Giancarlo Stanton trade development: Sources say multiple teams told #Marlins that Stanton’s contract (10 years, $295 million) is roughly what he’d receive on open market. Thus, #Marlins would need to include cash in order to obtain high-level prospects. @MLB @MLBNetwork— Jon Morosi (@jonmorosi) November 15, 2017
Key takeaway: #Marlins’ dream scenario of complete $295 million salary relief *and* multiple high-end prospects is probably unrealistic. One rival exec estimated Marlins will need to include ~$5 million per year in order to receive good prospect value. @MLB @MLBNetwork— Jon Morosi (@jonmorosi) November 15, 2017
Who could have seen this coming? Besides basically every other ownership group around the league.
If they hadn’t opened their hungry-for-salary-relief mouths, there would at least be some semblance of leverage on the Marlins’ side of things. Instead, they’re going to be paying part of Stanton’s salary or begging for the prospects they need to support the decision to trade him in the first place.
Of course, the one thing they do have in their corner is that they could just...not trade him. Or at least heavily hint that they won’t do it after all.
It’s unlikely, but also seems to be the tactic they are going with at the moment as they leave the Giants twisting in the wind.
The Miami Marlins are not close to trading Giancarlo Stanton but the #SFGiants have been the most aggressive team in trade talks.— Bob Nightengale (@BNightengale) November 16, 2017
If some teams’ argument right now is that Stanton would be worth the same on the open market, the one thing they’re missing in that otherwise airtight reasoning is that...he’s not on the open market. His true free agent value doesn’t really matter because that’s not the case here.
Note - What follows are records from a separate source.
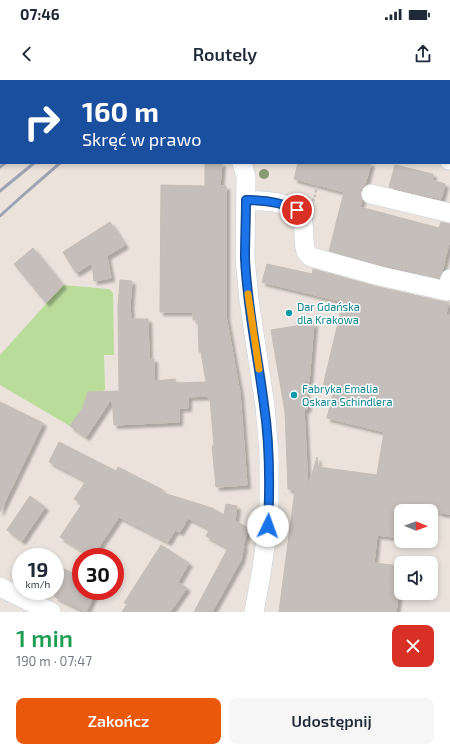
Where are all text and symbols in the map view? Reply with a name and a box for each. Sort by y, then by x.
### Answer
text: 07:46 [20,5,60,23]
icon: back [16,43,38,65]
text: Routely [193,43,257,65]
icon: share [412,43,434,65]
text: 160 m [82,94,159,128]
icon: right [16,96,68,148]
text: Skręć w prawo [82,128,201,150]
pin [280,193,314,227]
icon: arrive [286,199,308,221]
place label: Dar Gdańska dla Krakowa [297,300,360,326]
marker: Dar Gdańska dla Krakowa [284,308,294,318]
place label: Fabryka Emalia Oskara Schindlera [302,382,392,408]
marker: Fabryka Emalia Oskara Schindlera [289,390,299,400]
north arrow [394,504,438,548]
map controls [394,504,438,600]
position arrow [247,505,289,547]
speed limit sign: 30 [72,548,124,600]
button: sound [394,556,438,600]
text: 19 [28,557,48,581]
text: km/h [26,578,50,590]
text: 1 min [16,623,73,652]
button: close [392,625,434,667]
text: 190 m · 07:47 [16,653,92,669]
button: Zakończ [16,698,221,744]
button: Udostępnij [229,698,434,744]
The Marlins get to make the decision here and even though they laid their hand on the table way before betting was over this round, they might still be able to redeem themselves here because they have the shiny chip that everybody else wants.
Depending on their internal target for salary shedding, coughing up $5 million a year through 2027 isn’t all that bad if it means they can haggle for multiple solid-to-great prospects in return.
After broadcasting their plans to the league without a care in the world, that might be their best possible outcome when they finally part ways with Stanton.